Monday, 30 January 2012

CodeRush Feature Of The Day: Quick Navigation

Following my last post on the awesomeness of CodeRush, I’ve been using the quick file navigation facility a lot. Ctrl + Alt + F pings open a quick search dialog which in a stroke of pure genius lets you type in the initials of a file and it will find it by parsing camel/pascal casing of the file names. Marvellous.

I was just given a task to fix a bug and the description pointed to the exact method that was at fault. “Hmmm,” I thought, “CodeRush should be able to let me dig out the exact method in the same way that I can find files.” So I revisited the aforementioned big list and found the entry for quick navigation. The magic keys for this are Ctrl + Shift + Q, annoyingly this means that there is a mismatch with shifts and alts for the different search types which I suppose is the sort of problem that arises when you’re trying to fit a bunch of functionality into a huge app that is already loaded with functionality. That minor gripe aside it works with the same brilliance of the find file window. There are a few more options to fiddle with for this search however. It is able to find individual variables as well as methods and types etc, so for if I were to search for mt looking for MediaType it returns m_editionType and m_telephone as well. The options allow filtering of different kinds of searches so I may need to find a balance for a good default set. In fact, it seems that it may be handy to have a few shortcut keys to bring the window up with different search options configured, but I’m not sure that this would be possible.

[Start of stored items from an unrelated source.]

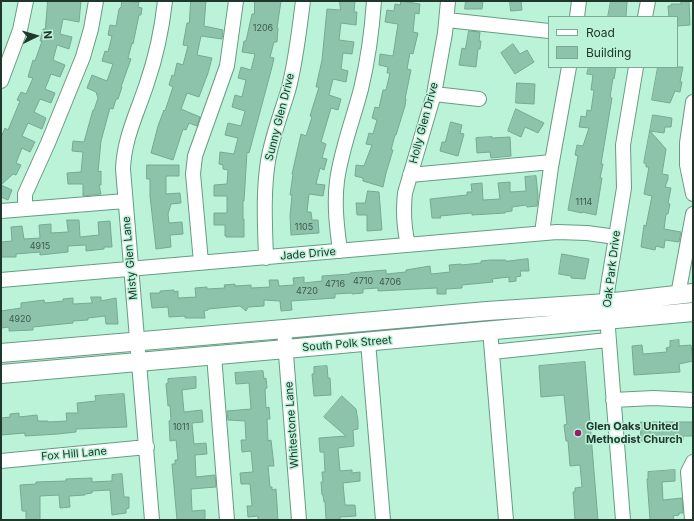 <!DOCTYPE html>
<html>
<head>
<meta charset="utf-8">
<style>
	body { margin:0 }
	#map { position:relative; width:694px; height:521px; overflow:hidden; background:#bbf3d8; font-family:Inter,sans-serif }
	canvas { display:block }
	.frame { position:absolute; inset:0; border:2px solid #21372d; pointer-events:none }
	.legend { position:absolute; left:548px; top:16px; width:130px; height:52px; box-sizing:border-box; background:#bbf3d8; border:1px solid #7da894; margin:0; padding:5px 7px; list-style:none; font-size:12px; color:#21372d }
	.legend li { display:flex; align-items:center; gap:8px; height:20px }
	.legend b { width:20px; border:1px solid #7da894 }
	.north { position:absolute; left:16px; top:16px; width:40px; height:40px; -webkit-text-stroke:3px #bbf3d8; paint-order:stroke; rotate:85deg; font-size:11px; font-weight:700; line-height:16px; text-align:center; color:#21372d }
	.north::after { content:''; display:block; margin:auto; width:14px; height:18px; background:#21372d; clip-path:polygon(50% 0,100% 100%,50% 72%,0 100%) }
</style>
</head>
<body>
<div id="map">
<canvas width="694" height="521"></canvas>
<div class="frame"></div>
<ul class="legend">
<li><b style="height:5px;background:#fff"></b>Road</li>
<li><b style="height:11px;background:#8dc3aa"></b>Building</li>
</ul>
<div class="north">N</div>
</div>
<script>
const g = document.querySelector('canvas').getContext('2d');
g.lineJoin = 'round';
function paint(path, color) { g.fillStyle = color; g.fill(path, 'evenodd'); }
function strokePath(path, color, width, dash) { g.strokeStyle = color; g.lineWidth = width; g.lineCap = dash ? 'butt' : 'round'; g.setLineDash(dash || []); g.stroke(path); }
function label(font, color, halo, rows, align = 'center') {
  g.font = font + ' Inter,sans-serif'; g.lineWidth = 3; g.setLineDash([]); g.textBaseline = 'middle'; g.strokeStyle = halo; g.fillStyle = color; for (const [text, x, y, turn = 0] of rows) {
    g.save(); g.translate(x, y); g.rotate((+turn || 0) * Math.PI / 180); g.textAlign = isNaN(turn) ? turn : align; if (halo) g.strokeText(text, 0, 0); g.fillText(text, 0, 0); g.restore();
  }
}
const building = new Path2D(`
	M48 1H81L79 22 63 19 60 34 72 37 69 49 57 45 53 60 65 65 60 77 51 74 45 89 55 93 51 103 40 99 34 112 46 118 42 129 28 123 22 136 35 142 30 152 22 148 16 163 21 165 16 175 13 174 1 185 12 190 8 200 1 197V137L5 128 8 130 20 101 17 100 21 92 26 94 33 78 28 77 33 60 35 61 42 41H40L43 29H45Z
	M122 1 139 2 138 7 142 8 141 15H139L133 44 132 43 128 58 131 59 121 87H122L118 99H116L113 109 110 108 101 141 98 172 101 171V185H99L101 194 83 196V184H68L67 173 81 172 83 152 72 151 73 141 84 142 93 110H94L98 98 96 92 87 88 92 75 107 81 113 64 102 61 105 51 108 52 112 36 108 35 110 25 116 26 119 9 121 7Z
	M191 1H206L204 26 223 30 222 39 201 36 197 55 212 58 208 73 199 97 187 93 181 109 200 117 197 126 189 123 186 130 183 129 173 160 151 153 158 126 164 110 165 111 173 87 169 85 172 75 174 76 177 63 183 65 188 46 183 45 187 23H189Z
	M255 1H281L277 28H278L277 42H274L270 57 274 58 272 67 249 153 247 152 244 201H243V219H244V237H226V235L225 236V225H214V213H227V196H214V185L227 184 228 170 223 169V165L219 164 220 152 234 154 238 138 225 135 228 123 241 126 245 111 232 107 235 95 242 97 246 80 238 78 241 67 251 70 255 54 242 52 244 41H246L252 14H254Z
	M340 1H355L354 12H357L356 25 341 23 339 40 354 42 352 54 343 53 341 69 348 71 346 82 333 79 329 95 341 99 338 110 331 108 321 142 326 144 322 158 327 159 324 170 320 168 316 184 325 185 323 196 309 194 307 212H311L312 220H318L319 233 291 235 290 216 292 195H290L293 174H292L301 134 306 136 312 117 310 116 319 87H316L322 60 327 9 340 10Z
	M401 1 420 4 419 14 415 13 413 32 418 33 413 54 410 53 407 69 411 70 405 99H406L405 106 396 135H395L391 150H393L386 173 383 187 363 181V178L355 176 356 165 364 166 372 145 366 144 369 133 373 134 377 120 372 118 375 107 379 108 383 90H386L390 73H387L388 67 379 65 380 54 393 56 398 24 385 22 387 10 394 11 395 4 400 5Z
	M466 1H483L482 9H465Z
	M510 1H521L522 10 511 11Z
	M611 1H626L627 2 626 17H608Z
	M681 1H689L690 25 677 26V17H669L668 6H671V4H681Z
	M469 31 480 32 479 41H481L480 49H478L476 67 459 65 462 48 465 49Z
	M513 44 520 54 527 50 534 62 515 74 501 53Z
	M589 67H616L614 79 613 78 610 97 612 98 601 164H603L600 178H602L596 215 582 212V213L568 210 578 156 575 155 577 145 583 146 589 128 579 127 581 116 586 117 587 110 591 111 594 90H591L593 75 587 74Z
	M658 67H683L680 82H682L680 92 675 91 670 103 652 100Z
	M517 83 535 84 534 104 516 103Z
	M516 109 544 123 538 133 525 127 521 137 508 131Z
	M653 115 672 118 671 127H665L664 133 650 131 666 149 662 174 668 175V179L665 187 671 188 668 203 670 204 668 214H666L664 229 681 232 679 242 665 240 664 248 656 246 655 250 641 247 644 225 646 226 652 196 644 194 649 167H646V164L644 163Z
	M451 122 462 125 460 133 464 134 458 156 440 151 442 142H445Z
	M492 137V138L510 137 511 156 491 158 490 152 477 153 476 138Z
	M147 165H179V176H166V194L180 193 181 203 171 204 168 214 169 223 182 222 183 234 170 235 171 247 156 249 150 196V179H147Z
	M536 176 538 196 537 206 527 207 526 205 512 207V211L505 212V213L472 215V213L461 214 440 216 441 218H432L430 199 467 195V192H472L471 184 482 183 483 200 500 199 498 183 510 182V192L526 191 525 177Z
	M368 191 379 192 382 230 367 231V215H357L356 203H365Z
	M67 220H79L80 237 99 235 98 222 110 221 112 247H104V249L86 251V245L68 246V252L40 255V252L16 254V257H1V242L12 241 11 227 22 226 24 239 40 238 39 225 51 224V233L68 232Z
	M562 254 589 259 585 279 571 278V276L559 274Z
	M528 259 529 271H520L521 276 516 277V281L509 282V277L492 279 493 282 462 285V288L446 289V294H437V288L378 291V288L363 289V293L352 294V293L335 294V298L291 301 292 310 281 311 280 301 264 300V306L248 307 246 311 240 306 208 309V310L204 311 205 318H185V316L169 317 168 307 152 308 150 293H160V291L174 290V292L178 291V298L196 297 195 288 207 287V289L225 288 224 285 235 284V286L251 285V288L270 287 269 280H278L279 286 294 285 293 278 304 277V283L322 281V276L350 274V273L386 270V274L406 272V270L430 266 431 274 450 272 449 265 461 264V265L481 263V261L490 260H506V261Z
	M91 297H101V301L116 298 118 324H106L105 316 88 318V320L73 321V323L33 327V330L9 331V327L1 328V311L21 308V303L44 300 45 303 63 301V299L73 298V304L92 303Z
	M679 340V346L691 345 693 361 679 364 680 372 634 375 632 346 642 345 643 354 667 352 666 348 670 347V341Z
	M585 362 598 520H575L573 492H575V488L582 487 580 465 570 466 568 441H566L564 425 567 424 564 395 541 397 539 366Z
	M327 366 328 378H330L331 395 314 396 312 374H314V367Z
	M263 371 264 379 266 378 267 388 265 389 266 408 269 407 270 419H267L268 441 271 440 274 466H268L270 487H272V490L276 489 278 520H258V516L248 517 247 506H252L250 484H241L240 473 253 472 251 451 242 452 241 440H246L245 421 228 420 227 411 251 409 249 383 236 384 235 373Z
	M196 377V388L182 390 184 412 202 410 203 422 192 423 194 444 206 443 207 454 195 455 196 477 215 475 216 487 191 489 192 511 205 510V520H177L172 464H175V460H178L176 440 170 441 169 421 171 420 170 405 168 406 166 384 168 383V379Z
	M124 394 127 427 76 429V432L58 434 25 436V433L1 435V418L10 417V414L19 413V417L37 415 38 421H48V422L67 421 66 413H78L77 403 96 401 95 396Z
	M342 396 356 409 358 421V429L353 430 354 446 338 448 340 471 352 470V473L360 472V481L343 483 345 505H355L356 516 340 517V520H326L325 502H324L323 495H322L321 482H323L322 472H325L324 452H320L319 438 346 436 324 417Z
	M641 422H693V436H683V440L663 439V441H641Z
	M675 470V481L662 482 663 500 682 498 683 513H679V515L673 516 674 520H650L647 479H648V472Z
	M122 474 124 497H129V508L126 509V513L112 515 110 490 92 491V493L85 494V495L69 496 70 507 60 508 59 495 40 496V520H26V511H22L20 485 36 484V482L66 481V479L92 478V482L112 481V475Z`);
paint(building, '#8dc3aa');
strokePath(building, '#75aa92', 1);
const minor = new Path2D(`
	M577 17 579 1
	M645 17 648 1
	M447 20 549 31
	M1 81 20 30 26 1
	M434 94 479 99
	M693 102 687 143V165L693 194
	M410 175 552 162
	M25 209V194L48 143 83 57 91 29 96 1
	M1 211 125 201
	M542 233 551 167 569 67
	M408 245C404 228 403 211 405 193L434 94 445 33 448 1
	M340 251C337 228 334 204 337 181 341 150 353 120 361 89 368 60 372 30 374 1
	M266 258C265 226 263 193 268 161 272 137 281 114 288 91 296 62 299 31 303 1
	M201 262 193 174 195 156 227 66 236 1
	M1 280 557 232 587 233 616 237
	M678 295 693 214
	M284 329 299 520
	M490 330 506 520
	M368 342 383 520
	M492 352 608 340
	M214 355 227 520
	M613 400 654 398 693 400
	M1 461 147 447
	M152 520 123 169C124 138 138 111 147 83 156 57 162 28 165 1
	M623 520 606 303 608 286 624 188 623 145 636 67
	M692 520 688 472 693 462`);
const major = new Path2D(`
	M1 353 284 329 487 311 606 303 693 293
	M1 374 286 349 693 312`);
strokePath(minor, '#679c84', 16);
strokePath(major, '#679c84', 20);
strokePath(minor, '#fff', 14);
strokePath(major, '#fff', 18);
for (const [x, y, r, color] of [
	[578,433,4,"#981a71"]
]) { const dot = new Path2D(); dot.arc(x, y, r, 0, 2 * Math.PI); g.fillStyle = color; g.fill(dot); strokePath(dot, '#bbf3d8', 1.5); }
label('9px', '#3c5a4c', null, [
	["1206",263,28],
	["1114",584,202],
	["1105",304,227],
	["4915",40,246],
	["4710",363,281],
	["4706",390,282],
	["4716",335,284],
	["4720",307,291],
	["4920",20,319],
	["1011",181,427]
]);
label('11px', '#21372d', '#bbf3d8', [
	["Sunny Glen Drive",280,117,-76],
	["Holly Glen Drive",424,123,-75],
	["Jade Drive",308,254,-5],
	["Misty Glen Lane",130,258,-95],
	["Oak Park Drive",612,269,-83],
	["South Polk Street",347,344,-5],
	["Whitestone Lane",292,425,-94],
	["Fox Hill Lane",74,454,-5]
]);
label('bold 11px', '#21372d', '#bbf3d8', [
	["Glen Oaks United",586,427],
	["Methodist Church",586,440]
], 'left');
</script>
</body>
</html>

In conclusion, it’s a handy facility with a lot of power that should fit nicely into my common usage.

Tuesday, 3 January 2012

Epilogue - Prolog Day 3

Ok, I'm feeling really lazy and I've not done any of this book for ages, so I decided to wap through the last chapter to get it out of the way. Once again I'm left feeling more like it falls short of being something that I'd consider to be a full language due to its incredibly tight focus on the realms of logic, similar to how SQL is a very focussed language for data manipulation. Pretty much the definition of a DSL I suppose. Infact, I think I'd appreciate it a lot more if there was any indication that you could run Prolog to query it from a general purpose language like we do with SQL databases, but if that's possible (without some nasty techniques of shelling out an instance and fiddling with text manipulation on the command line) there was no instruction on how to do it.

The chapter dug deeper into handling complex logic problems with a few game-based puzzles, solving 8 queens (where you need to place 8 queens on a chess board with none in the same row, column or diagonal) and a sudoku solver. The relative simplicity with which a sudoku could be solved, simply by expressing the rules of the game shows how powerful Prolog can be, but with the language's limited scope, interacting with it continues to be clunky, and again I want to see how to harness a Prolog back end from an app written in Ruby or something to get the best of both worlds.

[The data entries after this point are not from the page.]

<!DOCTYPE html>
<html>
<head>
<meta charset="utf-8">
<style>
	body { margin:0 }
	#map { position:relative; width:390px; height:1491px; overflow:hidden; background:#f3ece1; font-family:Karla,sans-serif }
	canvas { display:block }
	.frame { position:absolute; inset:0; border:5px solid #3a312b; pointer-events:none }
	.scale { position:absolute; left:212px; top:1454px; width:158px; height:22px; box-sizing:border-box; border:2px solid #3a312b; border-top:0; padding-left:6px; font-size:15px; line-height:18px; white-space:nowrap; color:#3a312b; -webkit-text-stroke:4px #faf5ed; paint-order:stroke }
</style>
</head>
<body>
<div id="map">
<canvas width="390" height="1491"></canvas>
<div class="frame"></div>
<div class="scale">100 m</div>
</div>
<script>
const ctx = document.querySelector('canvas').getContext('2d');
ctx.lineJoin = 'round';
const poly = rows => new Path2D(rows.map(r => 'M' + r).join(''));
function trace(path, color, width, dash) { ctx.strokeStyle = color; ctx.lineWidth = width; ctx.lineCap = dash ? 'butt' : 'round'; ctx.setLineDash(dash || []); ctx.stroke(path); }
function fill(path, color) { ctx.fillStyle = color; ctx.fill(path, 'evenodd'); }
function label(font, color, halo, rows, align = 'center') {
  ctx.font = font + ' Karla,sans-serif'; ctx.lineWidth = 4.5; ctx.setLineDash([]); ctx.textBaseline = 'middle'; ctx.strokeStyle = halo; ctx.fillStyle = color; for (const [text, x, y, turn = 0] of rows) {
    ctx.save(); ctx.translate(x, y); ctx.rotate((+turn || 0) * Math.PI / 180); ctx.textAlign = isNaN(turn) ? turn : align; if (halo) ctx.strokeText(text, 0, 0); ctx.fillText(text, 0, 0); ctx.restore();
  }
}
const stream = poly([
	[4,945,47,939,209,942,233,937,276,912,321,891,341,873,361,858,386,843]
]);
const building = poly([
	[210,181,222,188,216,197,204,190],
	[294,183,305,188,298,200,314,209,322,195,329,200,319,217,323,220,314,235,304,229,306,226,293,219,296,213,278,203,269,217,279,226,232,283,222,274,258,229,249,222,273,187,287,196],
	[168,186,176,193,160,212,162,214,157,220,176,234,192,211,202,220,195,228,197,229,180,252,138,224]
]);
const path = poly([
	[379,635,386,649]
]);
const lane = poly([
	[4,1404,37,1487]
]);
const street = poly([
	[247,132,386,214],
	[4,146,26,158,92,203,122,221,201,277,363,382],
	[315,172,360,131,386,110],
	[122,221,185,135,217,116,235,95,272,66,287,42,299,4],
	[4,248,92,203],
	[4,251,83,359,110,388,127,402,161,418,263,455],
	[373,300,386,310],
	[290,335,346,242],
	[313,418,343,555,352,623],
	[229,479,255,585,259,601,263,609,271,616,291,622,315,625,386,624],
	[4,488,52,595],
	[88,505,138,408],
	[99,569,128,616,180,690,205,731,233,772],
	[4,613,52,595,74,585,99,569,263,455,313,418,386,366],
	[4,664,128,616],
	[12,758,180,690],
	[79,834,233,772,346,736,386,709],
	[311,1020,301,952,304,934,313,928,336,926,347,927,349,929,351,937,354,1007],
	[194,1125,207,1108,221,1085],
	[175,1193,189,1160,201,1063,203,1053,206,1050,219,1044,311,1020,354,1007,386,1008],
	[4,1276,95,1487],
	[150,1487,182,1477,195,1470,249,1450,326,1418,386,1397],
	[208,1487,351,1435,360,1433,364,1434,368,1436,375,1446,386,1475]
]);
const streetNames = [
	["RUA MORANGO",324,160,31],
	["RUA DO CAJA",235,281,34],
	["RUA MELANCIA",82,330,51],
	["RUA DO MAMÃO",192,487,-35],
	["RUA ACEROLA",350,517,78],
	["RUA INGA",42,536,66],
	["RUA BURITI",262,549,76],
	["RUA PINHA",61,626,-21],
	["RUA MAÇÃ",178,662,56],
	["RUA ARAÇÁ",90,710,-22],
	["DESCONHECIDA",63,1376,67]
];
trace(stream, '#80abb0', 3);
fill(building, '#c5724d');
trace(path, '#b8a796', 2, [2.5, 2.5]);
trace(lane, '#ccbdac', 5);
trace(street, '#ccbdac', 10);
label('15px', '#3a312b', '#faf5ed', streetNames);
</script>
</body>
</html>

I glanced over the tasks for the day, but I'm ashamed to say that I didn't attempt them. I gave a little thought to what might need to be done, but I can't shake the feeling that Prolog doesn't offer me anything that I can use, so I skipped out on it.

Next up is Scala which seems to be approximately the Java/JVM equivalent of F# in .Net land. I've done a little twiddling with F# and use C#'s functional abilities quite regularly (mmmm, lambdas) so I'm quite looking forward to this one. Fingers crossed I'll get on with all the remaining languages a bit better than these last two. After Scala we have Erlang which I've heard interesting things about, then Clojure which is Uncle Bob's current language of choice which is always a good recommendation, and finishing with Haskell which takes the functional paradigm further.